Betoha, 14 years old, lives with his parents and six siblings in Tatabe, Madagascar. He is an active member of the child rights club in his school. Prior to that, Betoha worked at the mica mines and was also herding cattle. He never attended school and he did not have time to play. He had to take care of himself since his parents and older siblings were always busy working in the mica mines in order to provide food and basic needs for the family.
Betoha is the third born of seven siblings. His older siblings have different mothers since his father is a polygamous man. The family lives in a mud house comprised of two small rooms and a roof made of bushes. Farming was the main source of livelihood for the family but persistent drought pushed the family to mica mining, earning 0.60 euro per day. Their daily earnings could only afford dinner, leaving the children hungry throughout the day.
Madagascar is one of the poorest countries in the world, with almost half of all children between the ages of 5 and 17 involved in child labour. Approximately 10,000 children work in the mica mines, exposed to dust, heat and the scorching sun. They hardly get any food or water while working in the mica mines and they miss the chance to go to school.

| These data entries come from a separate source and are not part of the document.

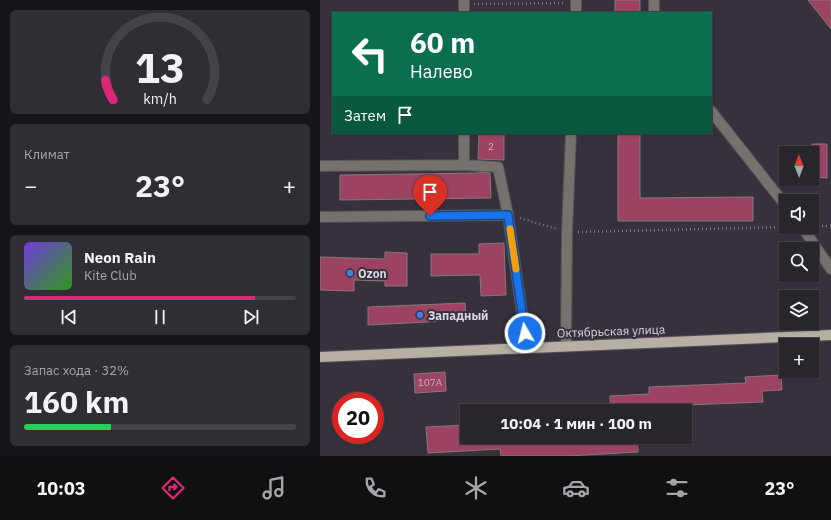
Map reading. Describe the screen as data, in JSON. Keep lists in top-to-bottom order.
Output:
{
  "streets": {
    "main road": ["Октябрьская улица"]
  },
  "places": ["Ozon", "Западный"],
  "house_numbers": ["2", "107А"],
  "north": "top",
  "page": {
    "turn": ["60 m", "Налево"],
    "then": "Затем",
    "tile": [
      "Климат",
      ["Запас хода · 32%", "160 km"]
    ],
    "map_buttons": "+",
    "heat": ["−", "23°", "+"],
    "song": ["Neon Rain", "Kite Club"],
    "limit": "20",
    "trip": "10:04 · 1 мин · 100 m",
    "tabs": ["10:03", "23°"],
    "gauge": ["13", "km/h"]
  }
}
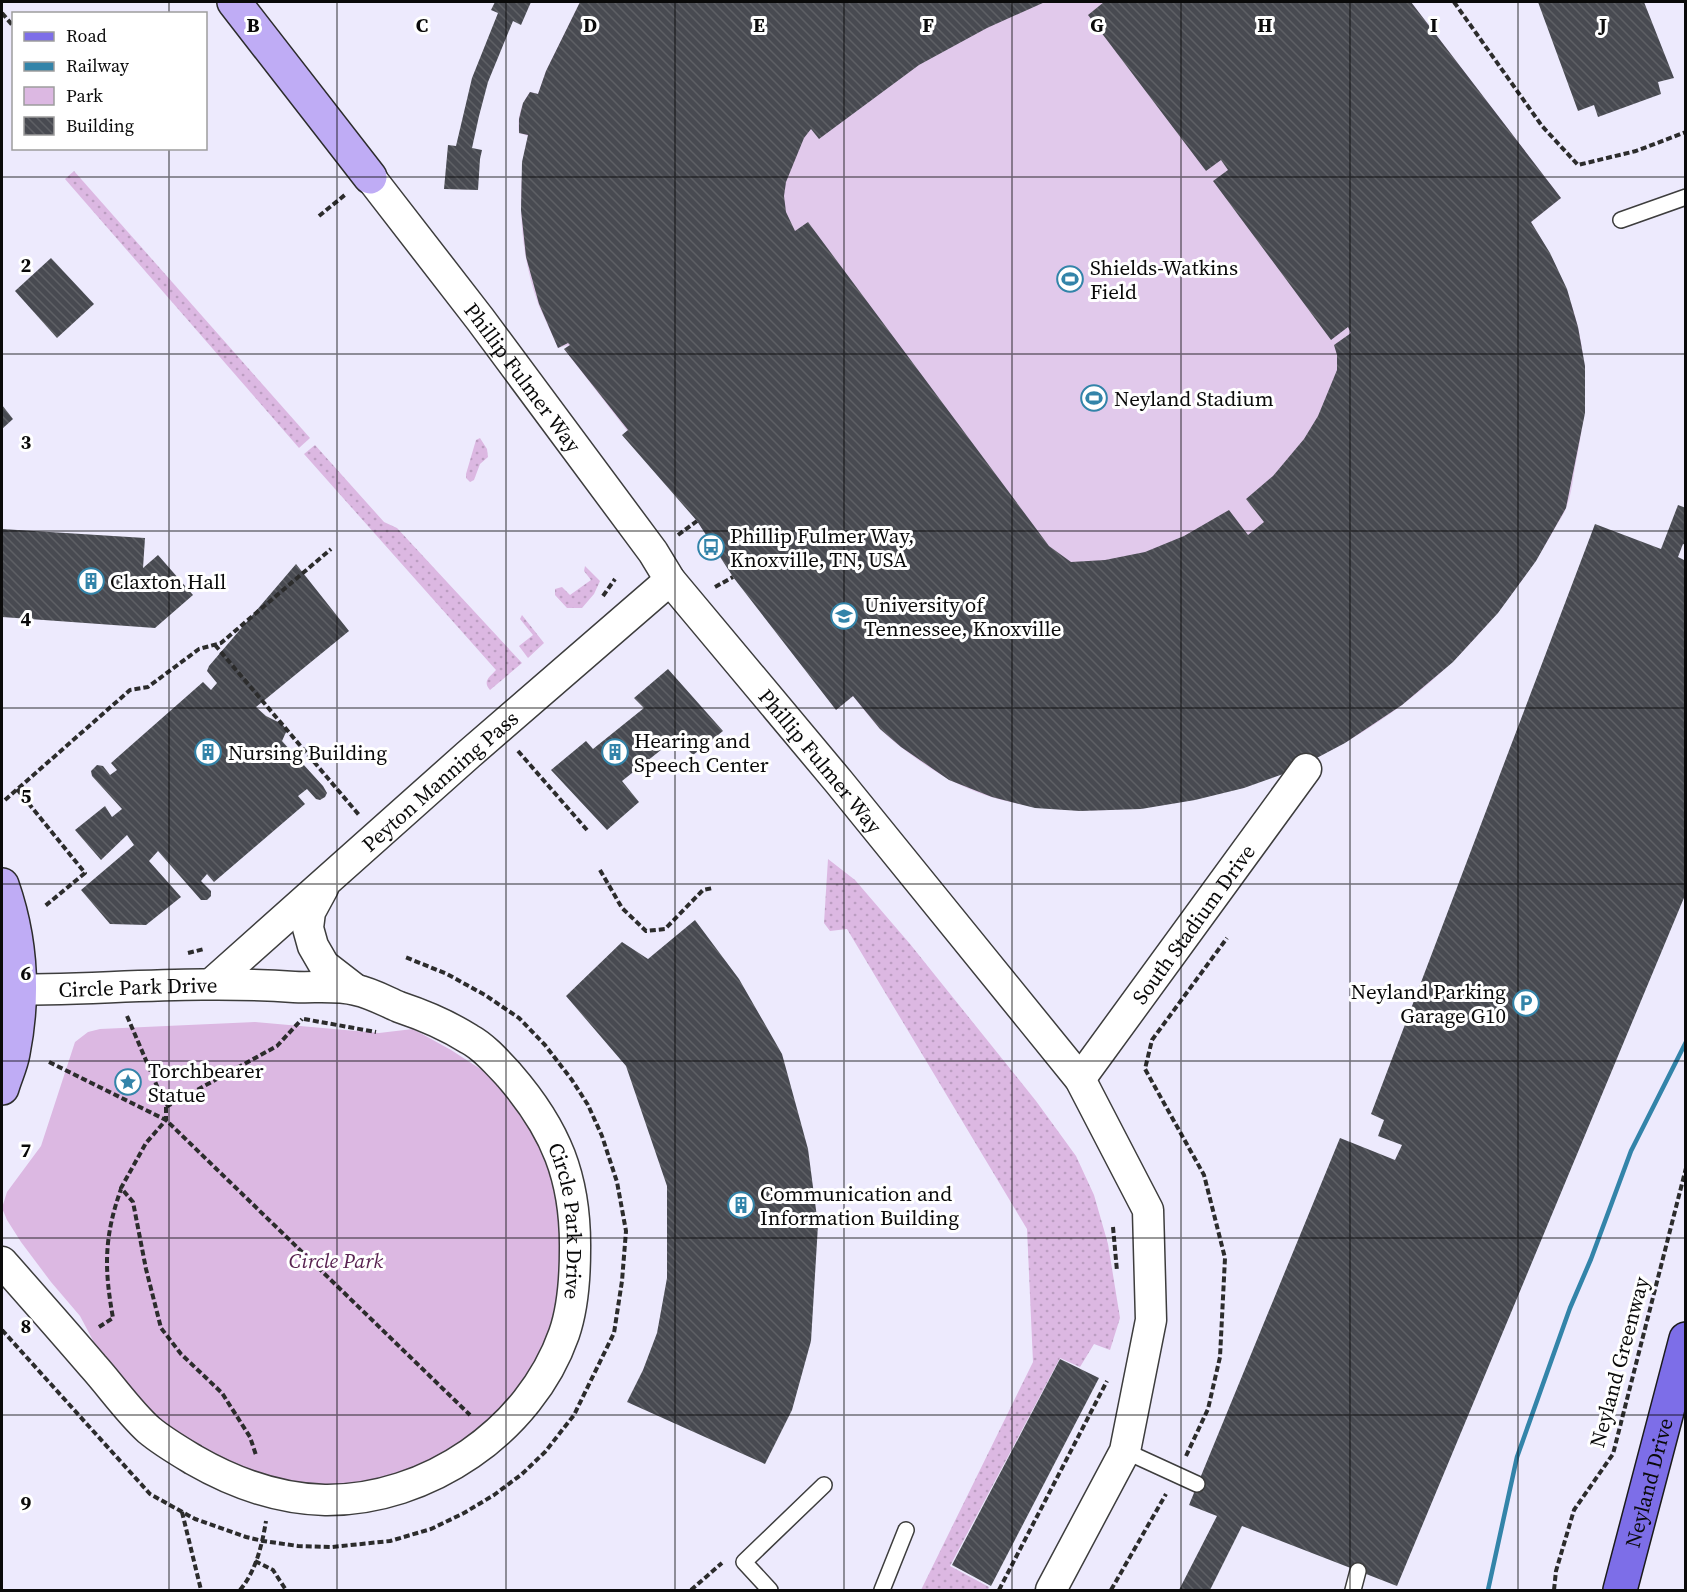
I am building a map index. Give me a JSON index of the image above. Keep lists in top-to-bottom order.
{
  "streets": {
    "main road": ["Neyland Drive"],
    "street": [
      "Phillip Fulmer Way",
      "Peyton Manning Pass",
      "South Stadium Drive",
      "Circle Park Drive"
    ],
    "path": ["Neyland Greenway"]
  },
  "crossings": [
    ["Phillip Fulmer Way", "Peyton Manning Pass"],
    ["Phillip Fulmer Way", "South Stadium Drive"],
    ["Peyton Manning Pass", "Circle Park Drive"]
  ],
  "parks": ["Circle Park"],
  "places": {
    "sports": ["Shields-Watkins Field", "Neyland Stadium"],
    "bus stop": ["Phillip Fulmer Way, Knoxville, TN, USA"],
    "building": [
      "Claxton Hall",
      "Nursing Building",
      "Hearing and Speech Center",
      "Communication and Information Building"
    ],
    "school or university": ["University of Tennessee, Knoxville"],
    "parking": ["Neyland Parking Garage G10"],
    "place": ["Torchbearer Statue"]
  },
  "legend": [
    "Road",
    "Railway",
    "Park",
    "Building"
  ],
  "grid": {
    "columns": [
      "B",
      "C",
      "D",
      "E",
      "F",
      "G",
      "H",
      "I",
      "J"
    ],
    "rows": [
      "2",
      "3",
      "4",
      "5",
      "6",
      "7",
      "8",
      "9"
    ]
  }
}
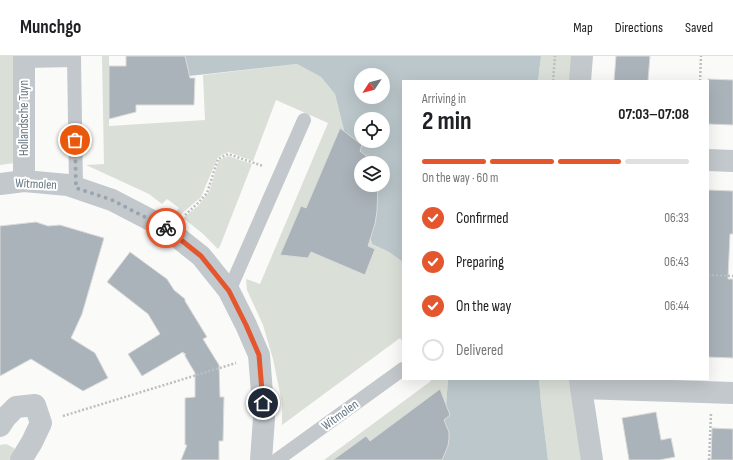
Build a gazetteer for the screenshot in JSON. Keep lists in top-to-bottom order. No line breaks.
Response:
{"streets":{"street":["Hollandsche Tuyn","Witmolen"]},"crossings":[["Hollandsche Tuyn","Witmolen"]],"north":"bottom left","page":{"header":"Munchgo","nav":["Map","Directions","Saved"],"heading":["2 min","Arriving in","07:03–07:08"],"bar":"On the way · 60 m","list":[["Confirmed","06:33"],["Preparing","06:43"],["On the way","06:44"],"Delivered"]}}
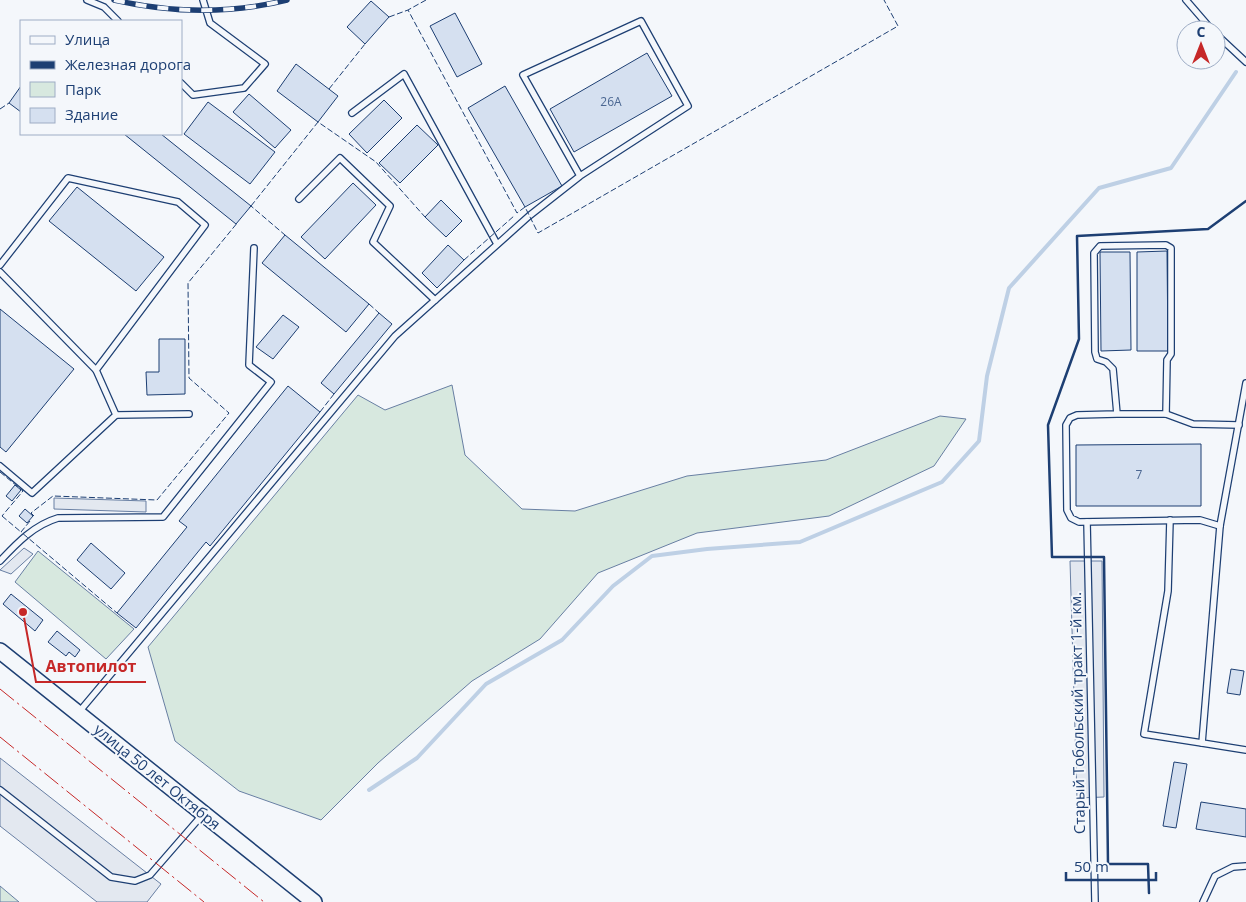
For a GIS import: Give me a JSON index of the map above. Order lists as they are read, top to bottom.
{
  "streets": {
    "main road": ["улица 50 лет Октября"],
    "lane": ["Старый Тобольский тракт 1-й км."]
  },
  "places": ["Автопилот"],
  "house_numbers": ["26А", "7"],
  "legend": [
    "Улица",
    "Железная дорога",
    "Парк",
    "Здание"
  ],
  "scale_bar": "50 m",
  "north": "top"
}
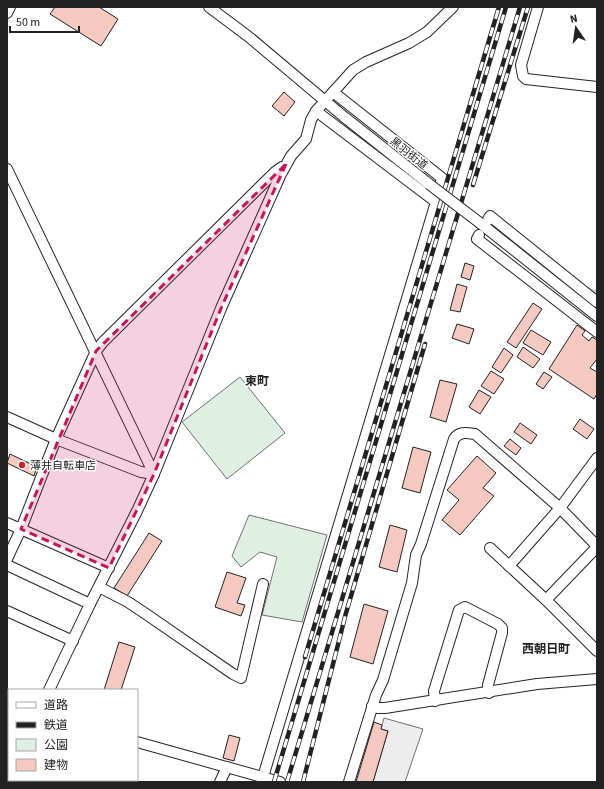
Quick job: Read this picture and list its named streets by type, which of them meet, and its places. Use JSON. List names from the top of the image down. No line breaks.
{"streets":{"street":["黒羽街道"]},"districts":["東町","西朝日町"],"places":["薄井自転車店"],"legend":["道路","鉄道","公園","建物"],"scale_bar":"50 m","north":"top"}
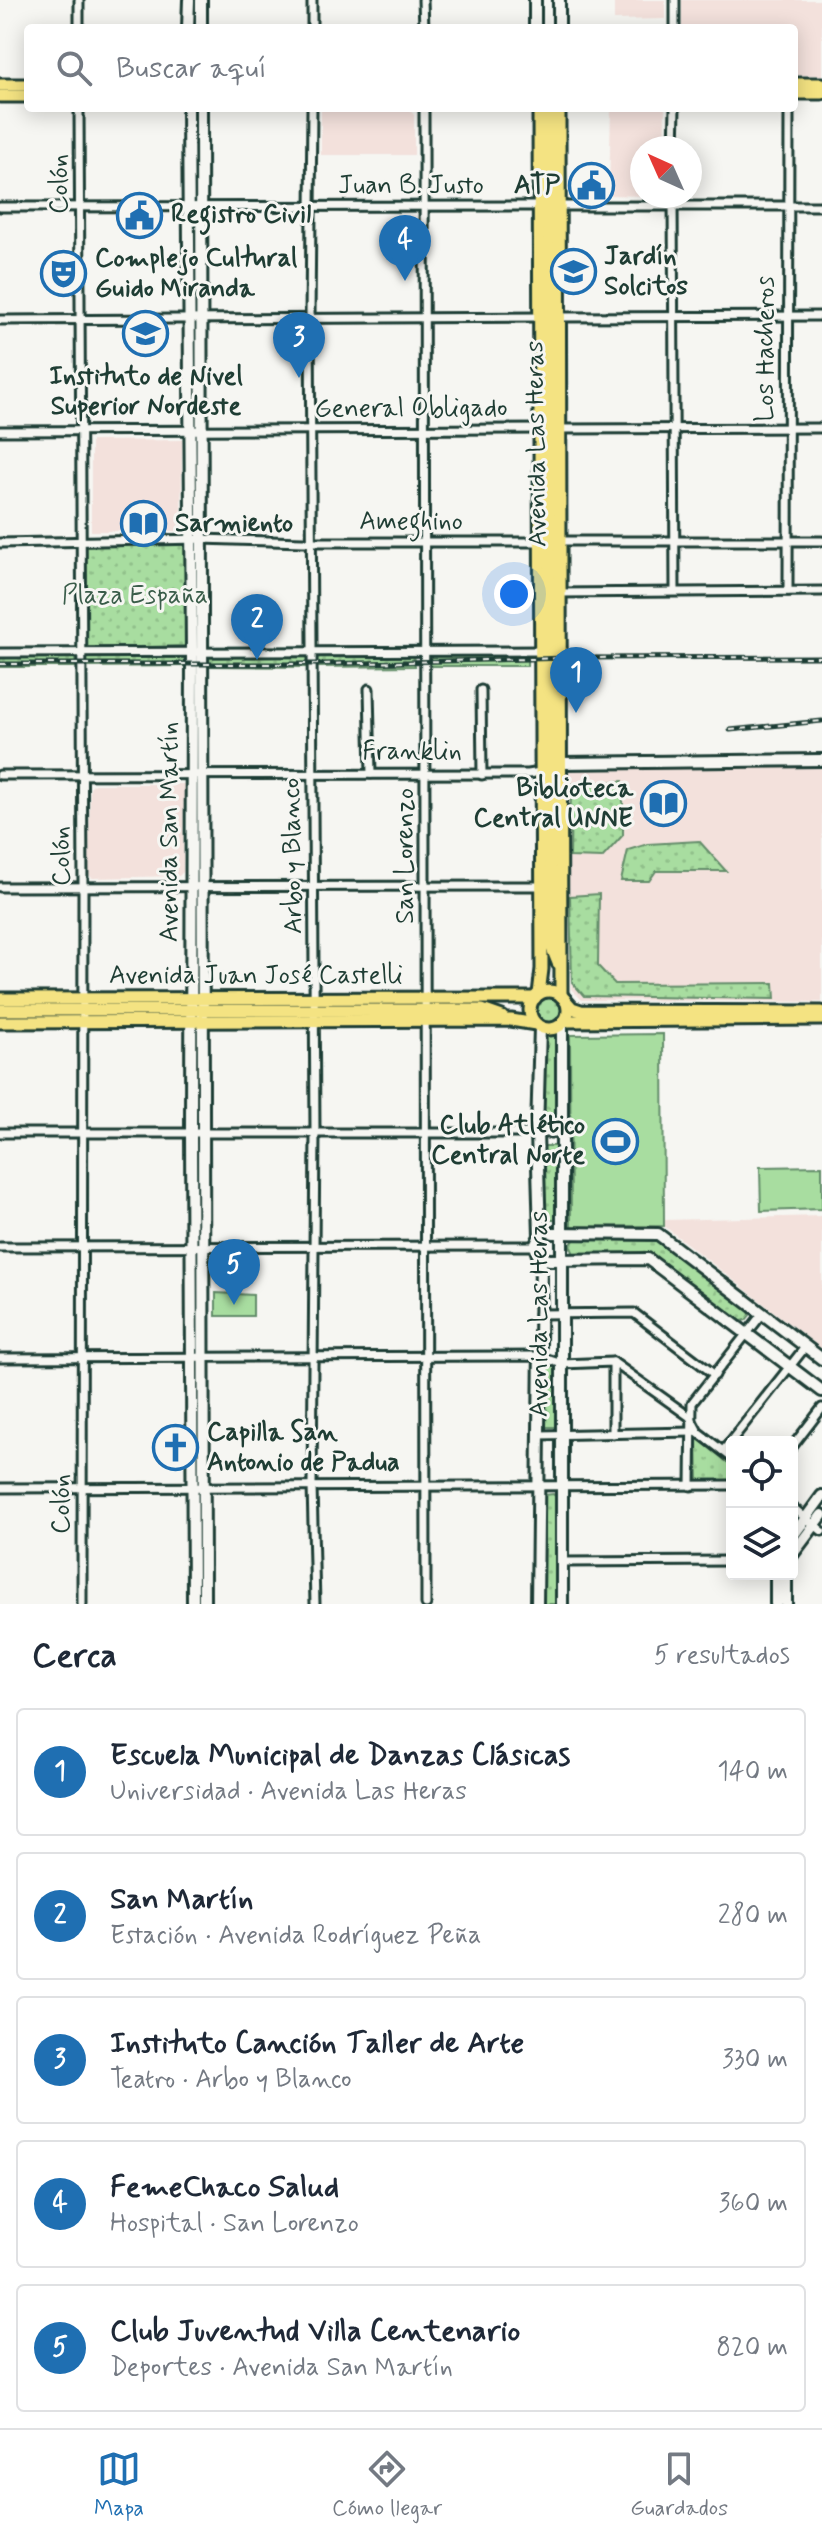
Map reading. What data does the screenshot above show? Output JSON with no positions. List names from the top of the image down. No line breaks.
{"streets":{"main road":["Avenida Las Heras","Franklin","Avenida San Martín","Avenida Juan José Castelli"],"street":["Colón","Juan B. Justo","Los Hacheros","General Obligado","Ameghino","Arbo y Blanco","San Lorenzo"]},"crossings":[["Colón","Juan B. Justo"],["Colón","General Obligado"],["Colón","Ameghino"],["Colón","Franklin"],["Colón","Avenida Juan José Castelli"],["Juan B. Justo","Los Hacheros"],["Juan B. Justo","Avenida Las Heras"],["Juan B. Justo","Avenida San Martín"],["Juan B. Justo","Arbo y Blanco"],["Juan B. Justo","San Lorenzo"],["Los Hacheros","General Obligado"],["Los Hacheros","Ameghino"],["General Obligado","Avenida Las Heras"],["General Obligado","Avenida San Martín"],["General Obligado","Arbo y Blanco"],["General Obligado","San Lorenzo"],["Avenida Las Heras","Ameghino"],["Avenida Las Heras","Franklin"],["Avenida Las Heras","Avenida Juan José Castelli"],["Ameghino","Avenida San Martín"],["Ameghino","Arbo y Blanco"],["Ameghino","San Lorenzo"],["Franklin","Avenida San Martín"],["Franklin","Arbo y Blanco"],["Franklin","San Lorenzo"],["Avenida San Martín","Avenida Juan José Castelli"],["Arbo y Blanco","Avenida Juan José Castelli"],["San Lorenzo","Avenida Juan José Castelli"]],"parks":["Plaza España"],"places":{"public building":["ATP","Registro Civil"],"school or university":["Jardín Solcitos","Instituto de Nivel Superior Nordeste"],"theatre":["Complejo Cultural Guido Miranda"],"library":["Sarmiento","Biblioteca Central UNNE"],"sports":["Club Atlético Central Norte"],"church":["Capilla San Antonio de Padua"]},"north":"top left","page":{"search":"Buscar aquí","pins":["4","3","2","1","5"],"heading":["Cerca","5 resultados"],"list":[{"mark":"1","name":"Escuela Municipal de Danzas Clásicas","note":"Universidad · Avenida Las Heras","value":"140 m"},{"mark":"2","name":"San Martín","note":"Estación · Avenida Rodríguez Peña","value":"280 m"},{"mark":"3","name":"Instituto Canción Taller de Arte","note":"Teatro · Arbo y Blanco","value":"330 m"},{"mark":"4","name":"FemeChaco Salud","note":"Hospital · San Lorenzo","value":"360 m"},{"mark":"5","name":"Club Juventud Villa Centenario","note":"Deportes · Avenida San Martín","value":"820 m"}],"nav":["Mapa","Cómo llegar","Guardados"]}}
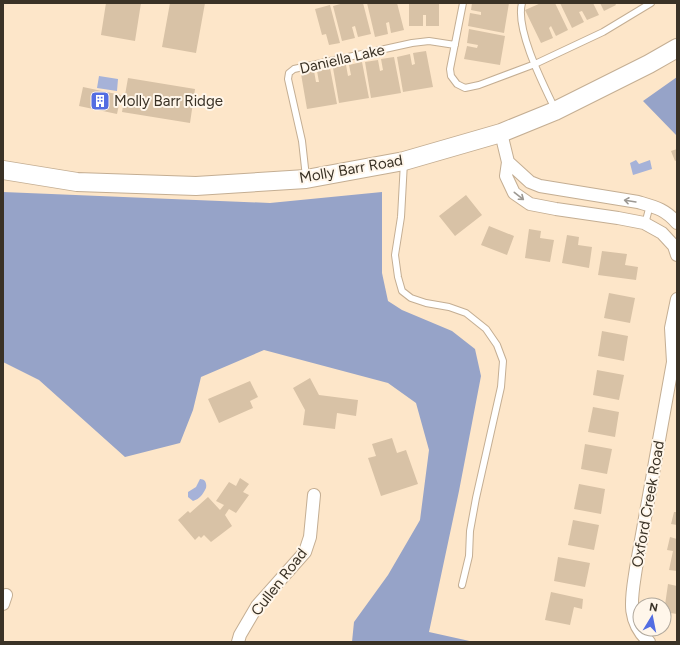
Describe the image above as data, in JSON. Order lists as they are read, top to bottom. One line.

Betoha, like countless others, grew up in extreme poverty. Their village did not have a school, and all the children, including Betoha, would either work in the mica mines or herd cattle, earning 1.7 to 2.12 euros per day. His parents were unaware about children’s rights, resulting in their children working under harsh conditions daily. Due to the poor environment, Betoha and his siblings were often unwell suffering from malaria, diarrhoea and fatigue. These horrible conditions resulted in their slow physical growth. “I was poor without enough food and no education and not good at anything,” Betoha explained.
In February 2022, Betoha's life took a positive turn when he became a beneficiary of the FAMAHA project. He was provided with notebooks, pens and a small blackboard and he now attends school daily. In addition to that, he is provided with lunch at the school canteen and he joined the child rights club where he learns more about children’s rights, reads books and plays football with other club members.
The project conducts frequent follow-up sessions with Betoha and his family to ensure that he attends school regularly and also educates his parents on children’s rights. “Things are good now that I am full and don’t go work in the mica mines and don’t herd cattle in my daily life. Instead, I go to school,” he said happily.
Betoha now goes to school daily. He no longer goes to herd cattle or work at the mica mines. He only supports his parents with household chores and firewood fetching. During his free time, Betoha loves playing football, marbles, and hide and seek with his friends. He joins his peers every Wednesday afternoon and during the weekend in school and attends child rights club sessions where they play and learn about children’s rights. Betoha’s parents are no longer subjecting their children to work. They grow greens, tomatoes, and onions, which helps them provide for their family. They ensure the children study, play and are not violated in any way.
Betoha is now able to read and write. He has high dreams of becoming a valuable member of society, “I want to be successful in my studies and become a constable/police,” he concluded.